Haiti, or Republic of Haiti, a country occupying the western third of the island of Hispaniola in the West Indies.
Haiti is shaped roughly like a letter U lying on its side, with the open end facing west. The base of the U forms the boundary with the Dominican Republic, which occupies the rest of Hispaniola. The Gulf of Gonâve separates the two arms of the U. The Atlantic Ocean is on the north, the Caribbean Sea on the south. Gonâve and Tortue (Tortuga) are the largest offshore islands. The total area of the country is 10,714 square miles (27,750 km2).
|Facts in brief about Haiti|
|Official language: Creole and French.|
|Area: 10,714 mi2 (27,750 km2). Greatest distances—east-west, 180 mi (290 km); north-south, 135 mi (217 km). Coastline—672 mi (1,081 km), including offshore islands.|
|Elevation: Highest—Pic La Selle, 8,783 ft (2,677 m) above sea level. Lowest—sea level.|
|Population: Current estimate—9,037,000; density, 843 per mi2 (326 per km2); distribution, 61 percent rural, 39 percent urban. 2003 census—7,929,048.|
|Chief products: Agriculture—coffee, sisal, sugar cane.|
|National anthem: "La Dessalinienne” (“The Song of Dessalines").|
|Flag: Haiti's state flag has a dark blue top half that stands for the blacks of Haiti. The red bottom half represents its mulattoes. In the center of the state flag is the Haitian coat of arms. The civil flag, flown by the people, has no coat of arms.|
|Money: Basic unit—gourde. One hundred centimes equal one gourde.|
Mountains cover two-thirds of Haiti, which is an Indian word meaning “mountain country.” Several ranges, separated by broad, fertile valleys, stretch from east to west. La Selle in the southeast is the highest peak, 8,773 feet (2,674 m) above sea level. There are plains along much of the coast. Haiti's only important river, the Artibonite, flows from its source in the Dominican Republic to the Gulf of Gonâve.
Haiti's climate is hot in the plains and cooler in the mountains. The mean annual temperature at Port-au-Prince, the capital, is 81° F. (27° C.), one of the highest in the West Indies. Rainfall varies widely according to region.
Haiti is one of Latin America's poorest countries. It has few natural resources, illiteracy is widespread, and the country is overpopulated. Corrupt, dictatorial governments have also hindered economic growth.
The vast majority of the people live at a subsistence level, raising such crops as corn, millet, rice, cassava, and beans on small plots of land. Coffee and sugarcane are the main cash crops.

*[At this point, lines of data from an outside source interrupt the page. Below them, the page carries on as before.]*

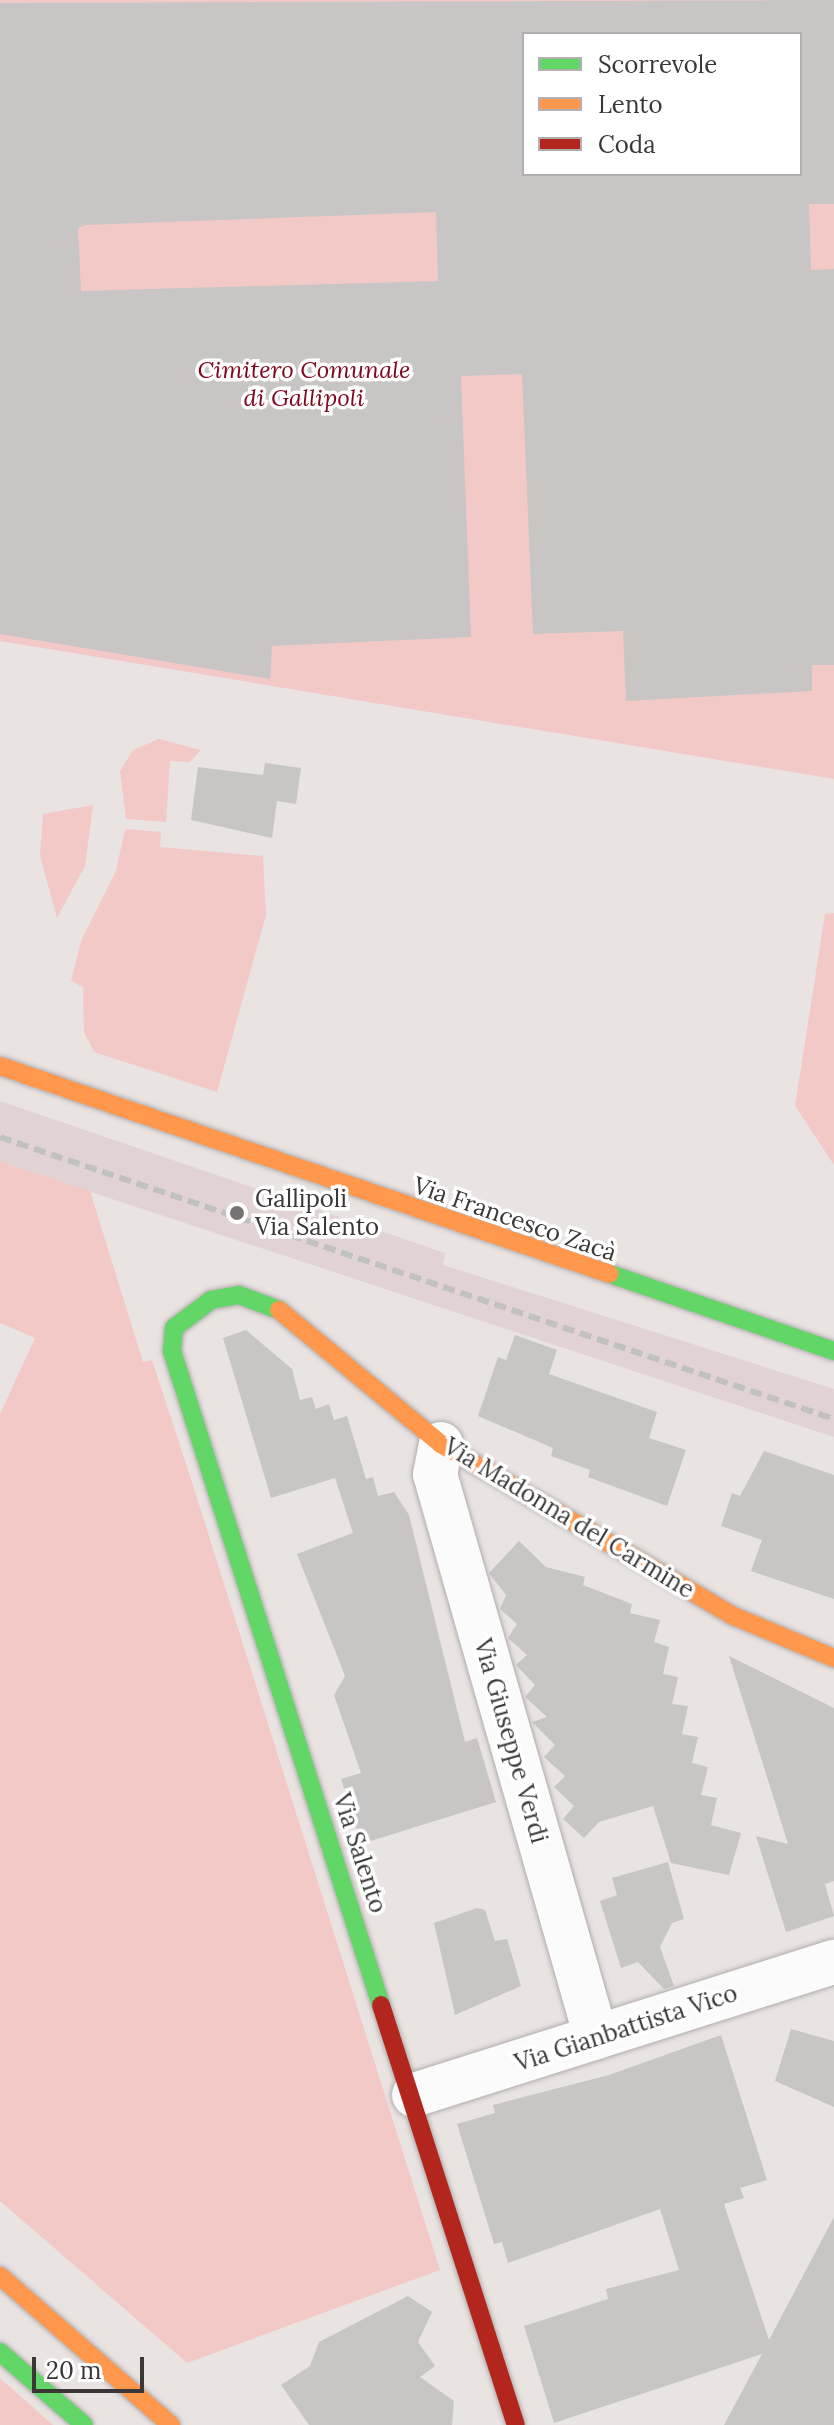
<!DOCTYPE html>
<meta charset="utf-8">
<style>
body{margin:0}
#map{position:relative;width:834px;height:2425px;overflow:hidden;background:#e9e3e2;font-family:Lora,serif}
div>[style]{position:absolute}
.built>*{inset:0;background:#e1d3d3}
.green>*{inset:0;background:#f3c9c8}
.building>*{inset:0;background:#c7c6c4}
.roads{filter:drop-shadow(0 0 2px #b1adac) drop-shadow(0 0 2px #b1adac)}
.street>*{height:44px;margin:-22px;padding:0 22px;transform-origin:22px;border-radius:22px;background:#fcfbfb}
.fast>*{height:18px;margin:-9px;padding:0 9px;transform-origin:9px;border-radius:9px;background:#63d668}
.slow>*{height:18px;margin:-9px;padding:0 9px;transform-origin:9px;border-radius:9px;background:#ff974d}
.jam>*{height:18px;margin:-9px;padding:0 9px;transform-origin:9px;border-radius:9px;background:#b3261e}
.rail>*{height:6px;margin-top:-3px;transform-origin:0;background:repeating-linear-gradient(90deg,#c2c1c1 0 12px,transparent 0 18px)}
.dots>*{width:22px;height:22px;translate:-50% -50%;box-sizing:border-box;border:4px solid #fff;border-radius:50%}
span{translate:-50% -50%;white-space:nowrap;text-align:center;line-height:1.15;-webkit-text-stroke:7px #fff;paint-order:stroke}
.park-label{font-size:24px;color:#7e071e;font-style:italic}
.poi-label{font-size:24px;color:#3b3737}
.left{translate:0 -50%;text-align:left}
.street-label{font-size:24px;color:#3b3737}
.legend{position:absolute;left:522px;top:32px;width:280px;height:144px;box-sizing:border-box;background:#fff;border:2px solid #b1afaf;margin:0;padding:10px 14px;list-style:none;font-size:24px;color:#3b3737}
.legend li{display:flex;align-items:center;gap:16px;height:40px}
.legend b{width:40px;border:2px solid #b1afaf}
.scale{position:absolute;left:32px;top:2357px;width:112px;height:36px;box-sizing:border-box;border:4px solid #3b3737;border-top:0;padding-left:10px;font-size:24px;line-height:28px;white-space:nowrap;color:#3b3737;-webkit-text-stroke:6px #fff;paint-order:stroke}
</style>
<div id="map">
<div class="built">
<div style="clip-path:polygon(0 1101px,445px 1253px,443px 1265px,834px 1389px,834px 1437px,0 1162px)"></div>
</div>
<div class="green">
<div style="clip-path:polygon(evenodd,0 0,834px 0,834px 779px,0 641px,0 0,524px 34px,800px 34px,800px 174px,524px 174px,524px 34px)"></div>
<div style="clip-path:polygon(159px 739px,201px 750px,190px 762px,170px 761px,166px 822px,126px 819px,120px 771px,133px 750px)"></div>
<div style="clip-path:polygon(93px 805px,85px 866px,57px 918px,40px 856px,43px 814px)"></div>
<div style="clip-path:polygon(125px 829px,161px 832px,160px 847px,263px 856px,266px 915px,217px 1092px,94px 1052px,84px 1032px,83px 987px,71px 981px,81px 941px,116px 871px)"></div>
<div style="clip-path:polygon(834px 913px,834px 1165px,795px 1106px,825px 914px)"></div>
<div style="clip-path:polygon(0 1162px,90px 1191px,143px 1362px,152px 1360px,190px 1476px,440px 2270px,187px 2363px,0 2201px,0 1414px,35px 1338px,0 1323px)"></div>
<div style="clip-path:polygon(0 2378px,53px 2425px,0 2425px)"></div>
</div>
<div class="building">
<div style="clip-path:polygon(evenodd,834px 0,834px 204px,809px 204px,811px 270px,834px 269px,834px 665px,812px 665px,812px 691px,626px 701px,623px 631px,533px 634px,522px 374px,461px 376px,471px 637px,272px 646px,270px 679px,0 634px,0 3px,834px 0,524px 34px,800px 34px,800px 174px,524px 174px,524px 34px,834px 0,436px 212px,438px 281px,81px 291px,78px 228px,85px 225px,436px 212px)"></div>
<div style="clip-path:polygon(265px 763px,301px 768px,296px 804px,277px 801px,272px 838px,191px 820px,198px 767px,263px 775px)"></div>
<div style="clip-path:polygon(246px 1330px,292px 1369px,300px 1400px,312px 1397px,316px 1409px,329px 1404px,334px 1420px,347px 1416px,366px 1479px,373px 1477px,378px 1496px,394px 1492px,409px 1515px,465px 1742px,477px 1738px,496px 1802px,361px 1844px,341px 1779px,361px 1773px,334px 1695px,345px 1676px,297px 1554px,353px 1533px,335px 1478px,271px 1498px,223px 1338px)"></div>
<div style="clip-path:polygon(515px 1335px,557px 1350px,549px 1374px,657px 1412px,649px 1438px,686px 1450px,667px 1506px,588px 1477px,590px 1470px,551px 1456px,553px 1448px,478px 1416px,498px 1357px,506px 1360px)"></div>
<div style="clip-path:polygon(764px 1451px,834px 1475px,834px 1599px,751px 1571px,762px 1540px,721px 1526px,732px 1493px,740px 1496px)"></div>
<div style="clip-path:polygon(519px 1541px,546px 1567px,585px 1577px,583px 1585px,632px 1604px,630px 1613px,660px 1620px,654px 1642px,669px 1647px,663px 1674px,678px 1677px,672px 1704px,688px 1706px,682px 1734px,698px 1737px,692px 1763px,708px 1767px,701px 1795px,717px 1798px,711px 1825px,741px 1833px,729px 1875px,671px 1863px,653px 1806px,599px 1822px,584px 1838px,563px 1819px,574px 1806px,554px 1787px,565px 1776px,544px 1757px,555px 1745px,532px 1722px,547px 1717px,525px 1697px,535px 1685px,516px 1665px,527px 1655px,508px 1638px,517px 1624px,500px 1609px,506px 1595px,489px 1573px)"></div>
<div style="clip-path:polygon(729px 1656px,834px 1708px,834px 1881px,825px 1884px,834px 1916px,786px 1932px,756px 1836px,788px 1844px)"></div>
<div style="clip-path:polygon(668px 1862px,684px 1919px,672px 1923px,660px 1947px,674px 1986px,664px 1989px,638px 1962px,621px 1968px,600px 1901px,617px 1895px,612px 1878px)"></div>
<div style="clip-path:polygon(477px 1908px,485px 1910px,495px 1941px,507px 1939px,521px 1986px,455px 2015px,434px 1923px)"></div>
<div style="clip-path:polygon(791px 2029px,834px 2041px,834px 2107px,775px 2081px)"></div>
<div style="clip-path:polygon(721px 2035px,767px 2180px,740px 2188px,744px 2198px,724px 2204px,769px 2340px,834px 2217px,834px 2425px,724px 2425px,762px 2354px,554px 2423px,524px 2326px,608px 2299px,606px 2289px,679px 2270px,660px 2209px,508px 2263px,502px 2242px,494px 2244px,457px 2124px,495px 2113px,493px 2105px,609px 2075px)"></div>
<div style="clip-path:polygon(408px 2296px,432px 2312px,418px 2342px,435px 2366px,420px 2377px,454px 2401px,452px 2425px,309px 2425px,281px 2385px,310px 2366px,319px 2342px)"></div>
</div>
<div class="roads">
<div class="street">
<div style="left:441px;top:1444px;width:31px;rotate:101deg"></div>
<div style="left:435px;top:1474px;width:586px;rotate:74.04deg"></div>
<div style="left:414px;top:2095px;width:441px;rotate:-17.6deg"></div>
</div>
<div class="fast">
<div style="left:610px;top:1274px;width:237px;rotate:19deg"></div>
<div style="left:279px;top:1310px;width:43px;rotate:-159.4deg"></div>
<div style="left:239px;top:1295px;width:28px;rotate:170deg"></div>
<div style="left:211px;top:1300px;width:46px;rotate:142.9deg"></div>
<div style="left:174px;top:1328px;width:23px;rotate:95deg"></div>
<div style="left:172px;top:1351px;width:687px;rotate:72.28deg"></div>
<div style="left:0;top:2352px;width:111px;rotate:41deg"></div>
</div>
<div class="slow">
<div style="left:0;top:1066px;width:644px;rotate:18.83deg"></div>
<div style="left:279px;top:1310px;width:210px;rotate:39.6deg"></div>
<div style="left:441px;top:1444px;width:337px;rotate:30.5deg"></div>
<div style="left:731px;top:1615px;width:112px;rotate:22.7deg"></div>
<div style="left:0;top:2276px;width:227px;rotate:41.1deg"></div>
</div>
<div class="jam">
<div style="left:381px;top:2005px;width:441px;rotate:72.2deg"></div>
</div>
</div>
<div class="rail">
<div style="left:0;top:1137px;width:880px;rotate:18.68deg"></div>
</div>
<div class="dots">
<div style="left:237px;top:1213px;background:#787373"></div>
</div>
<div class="park-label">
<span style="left:304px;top:384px">Cimitero Comunale<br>di Gallipoli</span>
</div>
<div class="poi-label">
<span class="left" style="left:255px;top:1213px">Gallipoli<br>Via Salento</span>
</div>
<div class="street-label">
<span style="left:515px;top:1219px;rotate:19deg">Via Francesco Zacà</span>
<span style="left:569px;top:1518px;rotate:31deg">Via Madonna del Carmine</span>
<span style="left:511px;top:1741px;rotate:74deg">Via Giuseppe Verdi</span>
<span style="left:360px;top:1853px;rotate:72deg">Via Salento</span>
<span style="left:626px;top:2028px;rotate:-18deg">Via Gianbattista Vico</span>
</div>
<ul class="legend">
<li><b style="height:10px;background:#63d668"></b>Scorrevole</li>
<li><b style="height:10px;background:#ff974d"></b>Lento</li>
<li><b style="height:10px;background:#b3261e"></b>Coda</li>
</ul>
<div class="scale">20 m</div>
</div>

Crop yields are low nearly everywhere, due largely to soil depletion and erosion and the use of primitive farming methods.
Manufacturing is concentrated in Port-au-Prince and consists mainly of processing basic foods and manufacturing essential personal and household items. In addition, Haitians produce many handicraft items. Because of Haiti's cheap labor, a number of foreign firms have established assembly plants there; parts are imported and the finished products exported, primarily to the United States. Tourism, once a vital part of Haiti's economy, has declined considerably since the mid-1980's, mainly because of political instability. Some cruise ships visit Haiti's small northern resort of labadie.

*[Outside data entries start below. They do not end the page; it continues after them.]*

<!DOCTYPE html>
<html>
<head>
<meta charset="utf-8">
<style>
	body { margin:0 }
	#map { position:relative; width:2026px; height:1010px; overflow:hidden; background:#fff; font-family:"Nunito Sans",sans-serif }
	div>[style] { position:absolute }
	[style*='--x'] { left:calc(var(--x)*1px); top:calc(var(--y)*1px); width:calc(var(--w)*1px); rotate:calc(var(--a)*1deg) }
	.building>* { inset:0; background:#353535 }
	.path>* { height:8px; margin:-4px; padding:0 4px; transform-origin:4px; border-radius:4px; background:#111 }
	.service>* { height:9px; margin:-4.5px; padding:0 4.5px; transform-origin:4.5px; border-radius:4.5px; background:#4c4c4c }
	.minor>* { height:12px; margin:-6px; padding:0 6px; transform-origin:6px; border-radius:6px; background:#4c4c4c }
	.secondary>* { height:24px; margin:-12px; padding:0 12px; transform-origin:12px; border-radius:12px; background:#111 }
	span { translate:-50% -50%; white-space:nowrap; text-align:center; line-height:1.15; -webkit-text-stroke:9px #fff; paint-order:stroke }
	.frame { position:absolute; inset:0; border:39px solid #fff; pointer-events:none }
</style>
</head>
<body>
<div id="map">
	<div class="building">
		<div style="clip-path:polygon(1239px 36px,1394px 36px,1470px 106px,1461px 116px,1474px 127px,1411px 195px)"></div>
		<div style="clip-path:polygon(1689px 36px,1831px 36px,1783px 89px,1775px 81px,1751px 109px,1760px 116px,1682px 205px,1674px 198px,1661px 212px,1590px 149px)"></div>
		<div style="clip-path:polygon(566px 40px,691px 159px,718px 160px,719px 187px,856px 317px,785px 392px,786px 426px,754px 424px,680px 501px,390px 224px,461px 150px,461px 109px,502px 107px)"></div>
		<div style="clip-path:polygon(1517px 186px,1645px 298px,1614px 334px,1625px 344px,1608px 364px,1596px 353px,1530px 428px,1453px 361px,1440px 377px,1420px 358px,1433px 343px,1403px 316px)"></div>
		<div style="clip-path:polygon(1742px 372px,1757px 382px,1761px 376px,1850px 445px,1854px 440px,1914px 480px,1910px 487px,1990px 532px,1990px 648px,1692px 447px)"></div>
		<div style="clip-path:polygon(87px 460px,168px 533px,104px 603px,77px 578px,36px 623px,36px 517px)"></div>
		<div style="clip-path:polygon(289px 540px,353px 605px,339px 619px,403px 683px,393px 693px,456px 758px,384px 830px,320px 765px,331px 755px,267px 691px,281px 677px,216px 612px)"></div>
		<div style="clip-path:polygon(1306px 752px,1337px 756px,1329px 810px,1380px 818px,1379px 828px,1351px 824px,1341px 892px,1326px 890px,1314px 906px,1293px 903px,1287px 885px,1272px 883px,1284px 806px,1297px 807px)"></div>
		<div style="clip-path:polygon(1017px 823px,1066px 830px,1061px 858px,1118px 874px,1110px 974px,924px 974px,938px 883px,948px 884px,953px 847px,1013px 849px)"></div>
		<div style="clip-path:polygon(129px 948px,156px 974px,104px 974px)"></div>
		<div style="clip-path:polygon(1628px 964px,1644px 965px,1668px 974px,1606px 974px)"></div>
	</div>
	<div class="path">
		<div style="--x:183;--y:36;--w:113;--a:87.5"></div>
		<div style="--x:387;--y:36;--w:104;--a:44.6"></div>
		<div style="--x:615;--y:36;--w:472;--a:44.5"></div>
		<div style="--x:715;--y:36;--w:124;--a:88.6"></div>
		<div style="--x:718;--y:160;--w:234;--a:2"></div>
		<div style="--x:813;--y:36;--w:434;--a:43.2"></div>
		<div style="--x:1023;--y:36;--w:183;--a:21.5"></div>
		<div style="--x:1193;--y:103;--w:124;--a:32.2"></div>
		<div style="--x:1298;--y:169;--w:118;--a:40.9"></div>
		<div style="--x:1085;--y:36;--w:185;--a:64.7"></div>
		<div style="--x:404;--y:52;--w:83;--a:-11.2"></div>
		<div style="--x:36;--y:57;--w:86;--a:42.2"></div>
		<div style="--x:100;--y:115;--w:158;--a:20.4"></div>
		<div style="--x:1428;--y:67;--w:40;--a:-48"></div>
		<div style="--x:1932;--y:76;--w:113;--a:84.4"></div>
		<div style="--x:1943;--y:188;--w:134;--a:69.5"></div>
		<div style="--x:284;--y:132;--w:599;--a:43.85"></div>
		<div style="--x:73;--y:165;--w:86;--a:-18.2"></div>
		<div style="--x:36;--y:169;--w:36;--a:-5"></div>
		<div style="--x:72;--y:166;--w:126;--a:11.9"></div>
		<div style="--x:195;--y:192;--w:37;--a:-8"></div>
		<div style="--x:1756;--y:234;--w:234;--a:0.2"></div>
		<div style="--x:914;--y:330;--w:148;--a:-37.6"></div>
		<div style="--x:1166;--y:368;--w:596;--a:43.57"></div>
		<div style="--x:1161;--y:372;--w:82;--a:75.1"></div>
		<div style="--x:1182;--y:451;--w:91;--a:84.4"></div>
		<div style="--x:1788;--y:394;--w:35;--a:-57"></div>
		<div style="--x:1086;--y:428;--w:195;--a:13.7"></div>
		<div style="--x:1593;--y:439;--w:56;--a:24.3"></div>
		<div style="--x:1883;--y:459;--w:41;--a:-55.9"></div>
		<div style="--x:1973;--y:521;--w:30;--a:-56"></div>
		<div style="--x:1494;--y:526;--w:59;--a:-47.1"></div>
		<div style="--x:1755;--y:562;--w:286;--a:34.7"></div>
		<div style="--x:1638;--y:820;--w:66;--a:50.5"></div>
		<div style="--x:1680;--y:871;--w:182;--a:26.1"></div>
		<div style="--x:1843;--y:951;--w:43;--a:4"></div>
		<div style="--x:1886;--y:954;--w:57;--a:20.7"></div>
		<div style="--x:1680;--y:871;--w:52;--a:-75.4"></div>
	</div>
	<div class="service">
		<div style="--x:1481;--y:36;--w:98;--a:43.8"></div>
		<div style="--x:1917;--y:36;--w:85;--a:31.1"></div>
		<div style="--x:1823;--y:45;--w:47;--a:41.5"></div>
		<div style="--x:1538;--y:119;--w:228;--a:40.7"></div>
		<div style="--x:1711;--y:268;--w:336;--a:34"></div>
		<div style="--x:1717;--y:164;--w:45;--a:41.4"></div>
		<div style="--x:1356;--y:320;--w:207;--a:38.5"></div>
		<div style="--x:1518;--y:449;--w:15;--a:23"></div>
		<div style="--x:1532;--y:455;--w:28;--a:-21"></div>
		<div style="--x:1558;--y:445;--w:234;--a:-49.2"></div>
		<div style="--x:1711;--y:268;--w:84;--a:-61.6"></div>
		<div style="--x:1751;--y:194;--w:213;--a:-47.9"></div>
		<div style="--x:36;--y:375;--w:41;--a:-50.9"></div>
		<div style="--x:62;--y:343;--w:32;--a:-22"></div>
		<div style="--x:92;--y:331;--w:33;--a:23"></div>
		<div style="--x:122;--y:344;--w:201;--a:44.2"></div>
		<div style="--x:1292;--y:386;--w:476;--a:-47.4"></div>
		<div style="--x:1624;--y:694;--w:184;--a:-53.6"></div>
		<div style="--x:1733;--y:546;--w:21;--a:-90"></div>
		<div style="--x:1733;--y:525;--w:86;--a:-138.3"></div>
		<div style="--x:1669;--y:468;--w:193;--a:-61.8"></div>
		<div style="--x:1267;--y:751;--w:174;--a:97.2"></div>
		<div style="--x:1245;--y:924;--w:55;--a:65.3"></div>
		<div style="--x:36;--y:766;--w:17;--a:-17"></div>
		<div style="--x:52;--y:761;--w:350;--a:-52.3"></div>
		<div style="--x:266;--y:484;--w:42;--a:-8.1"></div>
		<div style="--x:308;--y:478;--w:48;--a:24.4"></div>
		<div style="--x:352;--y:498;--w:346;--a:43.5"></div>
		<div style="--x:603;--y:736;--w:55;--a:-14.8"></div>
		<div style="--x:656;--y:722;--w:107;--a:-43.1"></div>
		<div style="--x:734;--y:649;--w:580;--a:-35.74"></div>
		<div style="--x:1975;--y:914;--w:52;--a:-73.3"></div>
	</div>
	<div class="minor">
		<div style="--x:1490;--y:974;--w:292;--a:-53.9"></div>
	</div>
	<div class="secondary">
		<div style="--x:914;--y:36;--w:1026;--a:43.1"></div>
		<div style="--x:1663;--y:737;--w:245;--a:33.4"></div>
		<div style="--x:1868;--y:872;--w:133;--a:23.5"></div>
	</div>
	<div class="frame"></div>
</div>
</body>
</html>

Haiti trades primarily with the United States. The chief exports are coffee, assembled manufactured products, and handicrafts. Imports are mostly manufactured goods and foods.
Haiti's basic currency unit is the gourde.
There are few paved roads. The last operating railway, used only to transport sugarcane, closed in the early 1990's. Port-au-Prince is the chief port and air terminal.
About 95 per cent of the people are black. The rest—except for a few whites—are mulattoes, descendants of African slaves and early French settlers. Haiti's population density is about 699 persons per square mile (270 per km2). Port-au-Prince is the capital and largest city.
The official languages are French and Creole. Roman Catholicism is the prevailing and official religion. Voodoo is widely practiced.
Elementary education is free and compulsory, but only about one-fourth of the children attend school and nearly half of the adults are illiterate. The national university—the University of Haiti—is at Port-au-Prince.
The constitution of 1987 provides for an elected president, who is the head of state,and a bicameral legislature called the National Assembly. The National Assembly consists of a 27-member Senate and an 83-member Chamber of Deputies. The president, who is elected by the people to a five-year term, appoints a prime minister as head of the government. Members of the Supreme Court and Courts of Appeal are appointed by the president. All citizens 18 and older may vote.